* Ecio Rodrigues
Descartada a hipótese de que tudo foi obra do
acaso – ou, como as mães explicam aos pequenos, “São Pedro resolveu lavar o
salão, pois vai ter festa no céu” – o momento é mais que oportuno para se encetar
uma discussão, a mais técnica possível, a respeito das causas da alagação, a
maior da história desde que se iniciaram as medições.
Para início de conversa, convém estabelecer um
critério. Independentemente da dimensão da inundação provocada pelo rio Acre ou
por outros rios que cortam o território estadual (como o Tarauacá, que alagou
no final do período seco; ou o Purus, que afundou Boca do Acre), a aferição da
maior cota já atingida pelo nível das águas não pode ser o mote do debate. Ou
seja, o importante não é o tamanho da alagação, mas sua recorrência.
A constatação inegável é a de que desde a
segunda metade da década de 2000 o evento da alagação (quando o rio transborda)
vem ocorrendo anualmente. O erro grave e corriqueiro nesse ponto é achar que,
como antes, o período de intermitência entre uma alagação e outra corresponde a
uma média dez anos, o que daria tempo para a cidade esquecer e se recuperar. Não,
as alagações dos rios no Acre se tornaram uma realidade, vão acontecer todos os
anos, e a política pública deve se preparar para isso.
Significa que devem ser incorporadas à rotina
das administrações, nas prefeituras e no estado, ações voltadas à resistência pública,
a fim de contornarem-se os efeitos do problema; e, o mais importante, para
chegar à causa, devem ser alavancados programas destinados a ampliar a resiliência
dos rios frente ao aumento abrupto de sua vazão.
Resistência pública e resiliência dos cursos
d’água – esses são os pontos-chave. Por resistência pública, entenda-se a
capacidade de cumprir a legislação ambiental e urbanística, no que concerne à
ocupação dos espaços urbanos.

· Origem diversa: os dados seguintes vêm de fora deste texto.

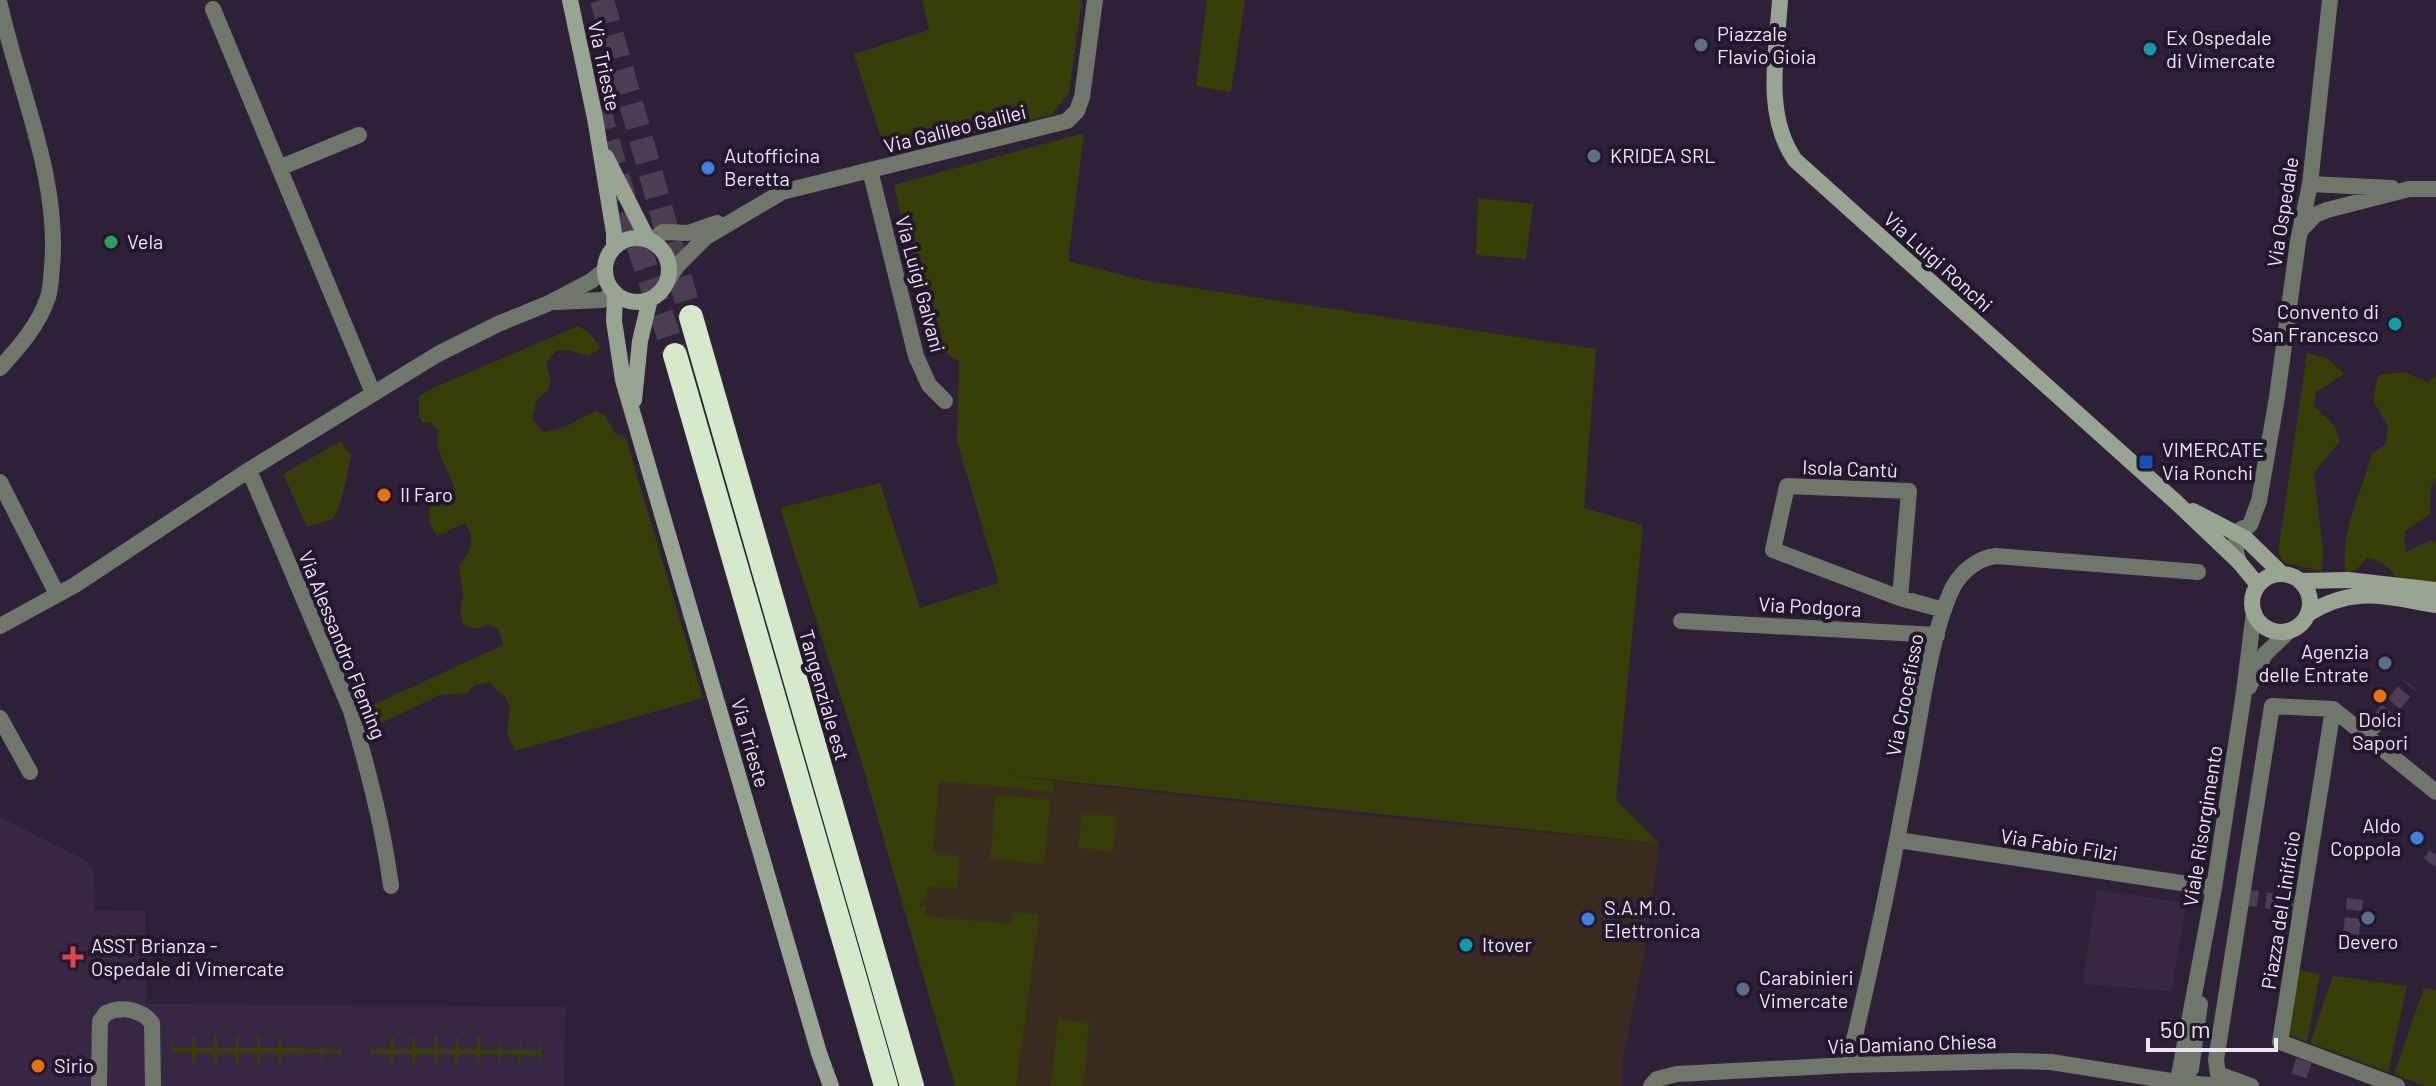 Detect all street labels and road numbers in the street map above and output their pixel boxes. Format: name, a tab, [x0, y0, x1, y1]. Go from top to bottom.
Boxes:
street label: Via Trieste	[584, 19, 626, 113]
street label: Via Galileo Galilei	[881, 99, 1028, 157]
street label: Via Ospedale	[2261, 155, 2303, 269]
street label: Via Luigi Ronchi	[1879, 206, 1998, 316]
street label: Via Luigi Galvani	[891, 213, 951, 355]
street label: Isola Cantù	[1802, 454, 1898, 482]
street label: Via Alessandro Fleming	[294, 547, 392, 742]
street label: Via Podgora	[1758, 591, 1862, 621]
street label: Tangenziale est	[795, 627, 855, 763]
street label: Via Crocefisso	[1880, 631, 1928, 758]
street label: Via Trieste	[727, 695, 775, 790]
street label: Viale Risorgimento	[2177, 744, 2227, 908]
street label: Via Fabio Filzi	[1999, 823, 2119, 865]
street label: Piazza del Linificio	[2256, 829, 2304, 991]
street label: Via Damiano Chiesa	[1827, 1028, 1997, 1058]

Vale dizer, deve ser superada a costumeira permissividade
com que se encara o assentamento humano em áreas sujeitas a inundação e por
isso impróprias à edificação. As terras situadas em cotas inferiores à do rio
ou em chavascais que alagam só pela força das chuvas devem ser desocupadas e convertidas
em áreas verdes, de modo que não voltem a ser invadidas.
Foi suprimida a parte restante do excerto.